Pros and Cons Of Fasting

In the fitness industry, fasting seems to be the next trendy method to stay fit. To determine whether fasting is appropriate for you, you must first understand what it is. Fasting, in its most basic form, is the deliberate abstention from eating. Some types of fasting even prohibit drinking. We’ll be concentrating on food-related fasting for this particular blog.
Here are the pros and cons of fasting that you may not have considered!
Pros of Fasting

⦁ Intermittent Fasting Might Aid Weight Loss And Belly Fat Reduction


Fasting can help you consume fewer meals in general. As a result, you’ll consume fewer calories, which is the main way to lose weight. It is critical to ensure that you are not overcompensating throughout your meals. You shouldn’t eat twice the amount you usually do to be satisfied until the next meal. Intermittent fasting also improves hormone function by allowing for reduced insulin levels and increased levels of hormones that break down and utilize body fat for energy.

⦁ It’s Possible That It’ll Help Your Heart.

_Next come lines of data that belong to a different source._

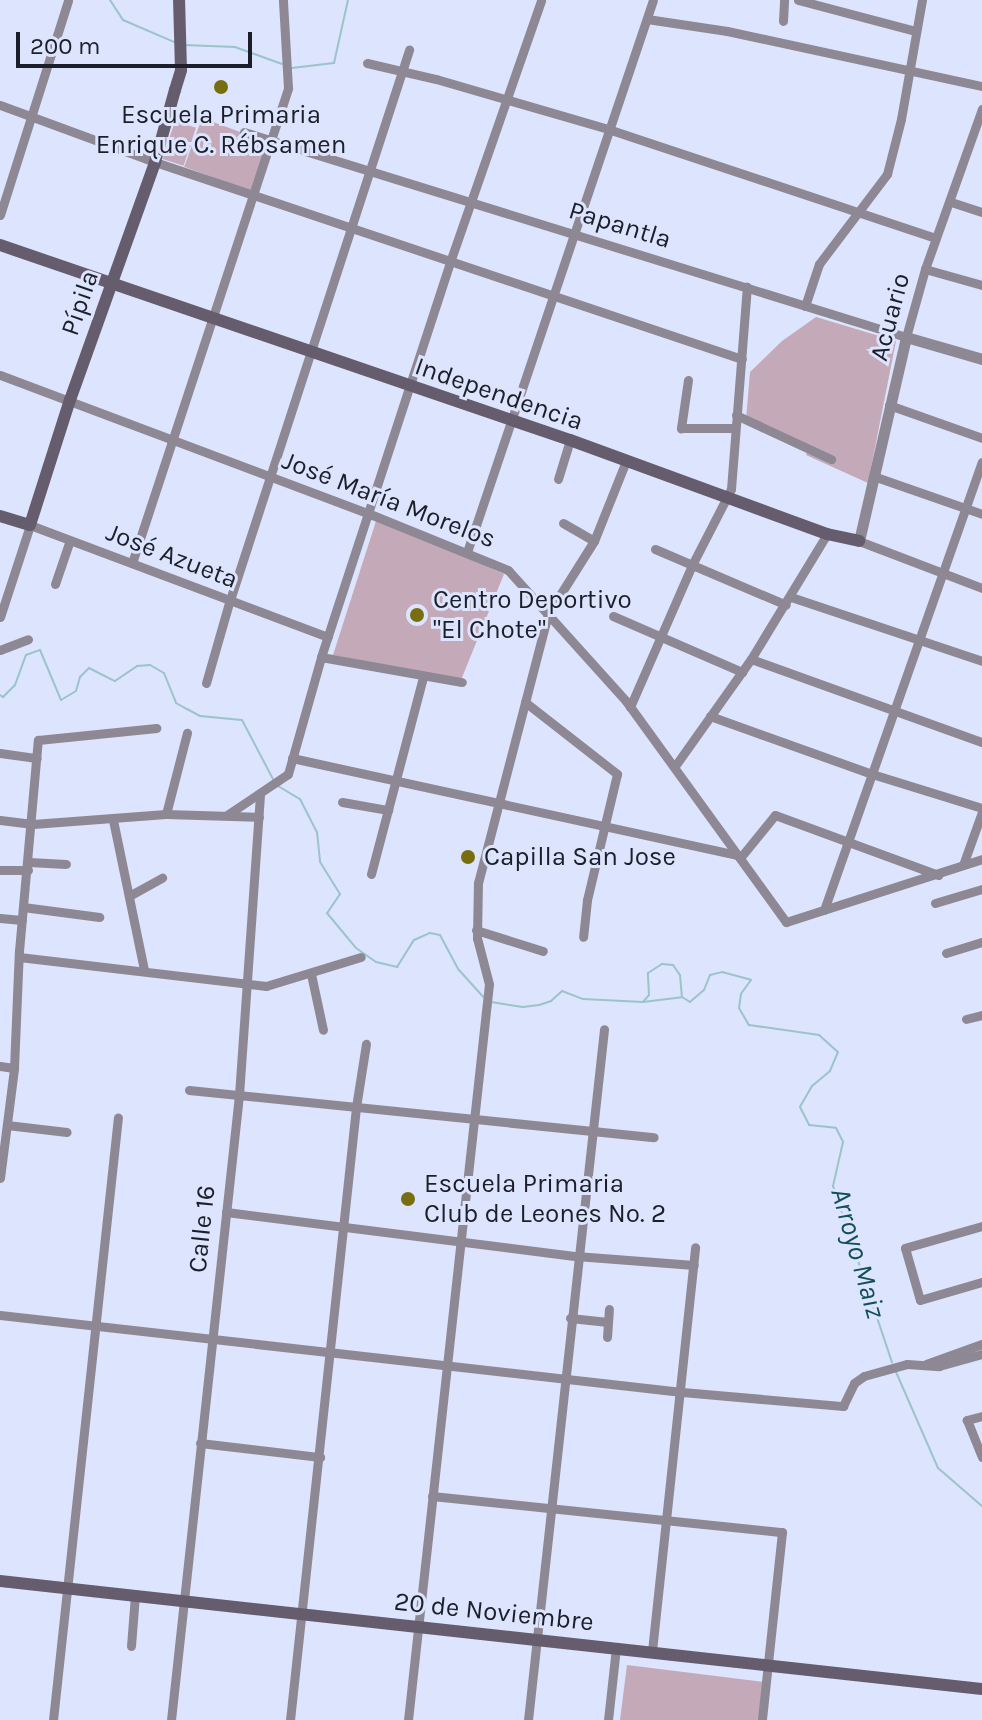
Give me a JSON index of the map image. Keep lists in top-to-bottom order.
{
  "streets": {
    "main road": [
      "Pípila",
      "Independencia",
      "José Azueta",
      "20 de Noviembre"
    ],
    "street": [
      "Papantla",
      "Acuario",
      "José María Morelos",
      "Calle 16"
    ]
  },
  "crossings": [
    ["Papantla", "Acuario"],
    ["Pípila", "Independencia"],
    ["Pípila", "José María Morelos"],
    ["Pípila", "José Azueta"],
    ["Acuario", "Independencia"],
    ["Calle 16", "20 de Noviembre"]
  ],
  "water": ["Arroyo Maiz"],
  "places": [
    "Escuela Primaria Enrique C. Rébsamen",
    "Centro Deportivo \"El Chote\"",
    "Capilla San Jose",
    "Escuela Primaria Club de Leones No. 2"
  ],
  "scale_bar": "200 m"
}
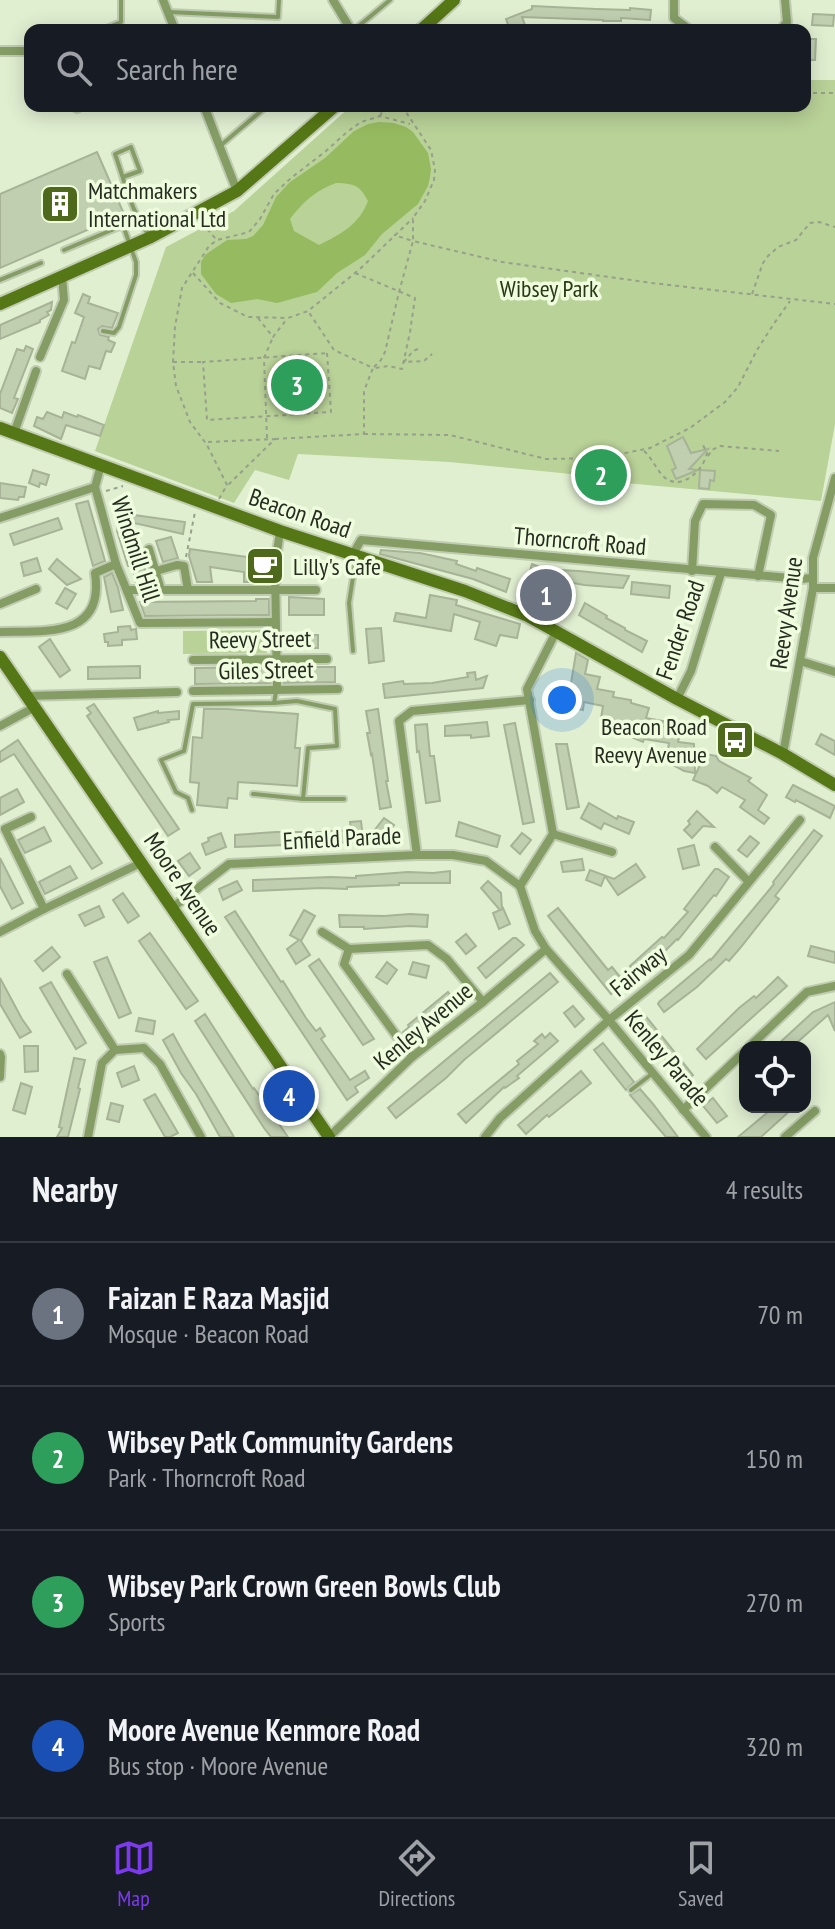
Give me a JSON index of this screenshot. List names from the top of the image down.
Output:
{
  "streets": {
    "street": [
      "Beacon Road",
      "Thorncroft Road",
      "Windmill Hill",
      "Reevy Avenue",
      "Fender Road",
      "Reevy Street",
      "Giles Street",
      "Enfield Parade",
      "Moore Avenue",
      "Fairway",
      "Kenley Avenue",
      "Kenley Parade"
    ]
  },
  "crossings": [
    ["Beacon Road", "Thorncroft Road"],
    ["Beacon Road", "Reevy Avenue"],
    ["Beacon Road", "Fender Road"],
    ["Thorncroft Road", "Reevy Avenue"],
    ["Thorncroft Road", "Fender Road"],
    ["Enfield Parade", "Moore Avenue"],
    ["Enfield Parade", "Kenley Parade"],
    ["Moore Avenue", "Kenley Avenue"],
    ["Fairway", "Kenley Parade"],
    ["Kenley Avenue", "Kenley Parade"]
  ],
  "parks": ["Wibsey Park"],
  "places": {
    "building": ["Matchmakers International Ltd"],
    "cafe": ["Lilly's Cafe"],
    "bus stop": ["Beacon Road Reevy Avenue"]
  },
  "page": {
    "search": "Search here",
    "pins": [
      "3",
      "2",
      "1",
      "4"
    ],
    "heading": ["Nearby", "4 results"],
    "list": [
      {
        "mark": "1",
        "name": "Faizan E Raza Masjid",
        "note": "Mosque · Beacon Road",
        "value": "70 m"
      },
      {
        "mark": "2",
        "name": "Wibsey Patk Community Gardens",
        "note": "Park · Thorncroft Road",
        "value": "150 m"
      },
      {
        "mark": "3",
        "name": "Wibsey Park Crown Green Bowls Club",
        "note": "Sports",
        "value": "270 m"
      },
      {
        "mark": "4",
        "name": "Moore Avenue Kenmore Road",
        "note": "Bus stop · Moore Avenue",
        "value": "320 m"
      }
    ],
    "nav": ["Map", "Directions", "Saved"]
  }
}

One of the most dangerous illnesses in America is heart disease. Intermittent fasting may help you reduce the risk of cardiovascular diseases and risk factors that can cause them. Fasting has been shown to lower blood pressure, cholesterol, and blood sugar levels.

⦁ It Might Be Beneficial To Your Brain


Some people believe that what is healthy for your body is also good for your brain, and they may be correct when it comes to fasting. Fasting may have a number of benefits, including reduced stress, inflammation, and blood sugar levels. All of these things will make you feel relaxed and reduce stress. Fasting could also promote nerve cell development, which is beneficial to brain function.

⦁ Helps To Control Blood Sugar Levels By Lowering Insulin Resistance


Fasting has been shown in many trials to improve blood sugar management, which may be particularly beneficial for individuals at risk of diabetes. In fact, a study of ten patients who had type 2 diabetes found that short-term fasting reduced blood sugar levels substantially.
In the meanwhile, another study showed that alternate-day fasting and intermittent fasting were just as efficient at decreasing insulin resistance as calorie restriction. Insulin resistance may be reduced by increasing your body’s sensitivity to insulin, enabling glucose to be transported more effectively from your circulation to your cells. This, along with the possible blood sugar-lowering benefits of fasting, may help keep the blood sugar stable, avoiding blood sugar spikes and crashes.
However, keep in mind that fasting may affect blood sugar levels in different ways for men and women, according to some research. For example, three-week research found that alternate-day fasting harmed women’s blood sugar management while having no impact on males.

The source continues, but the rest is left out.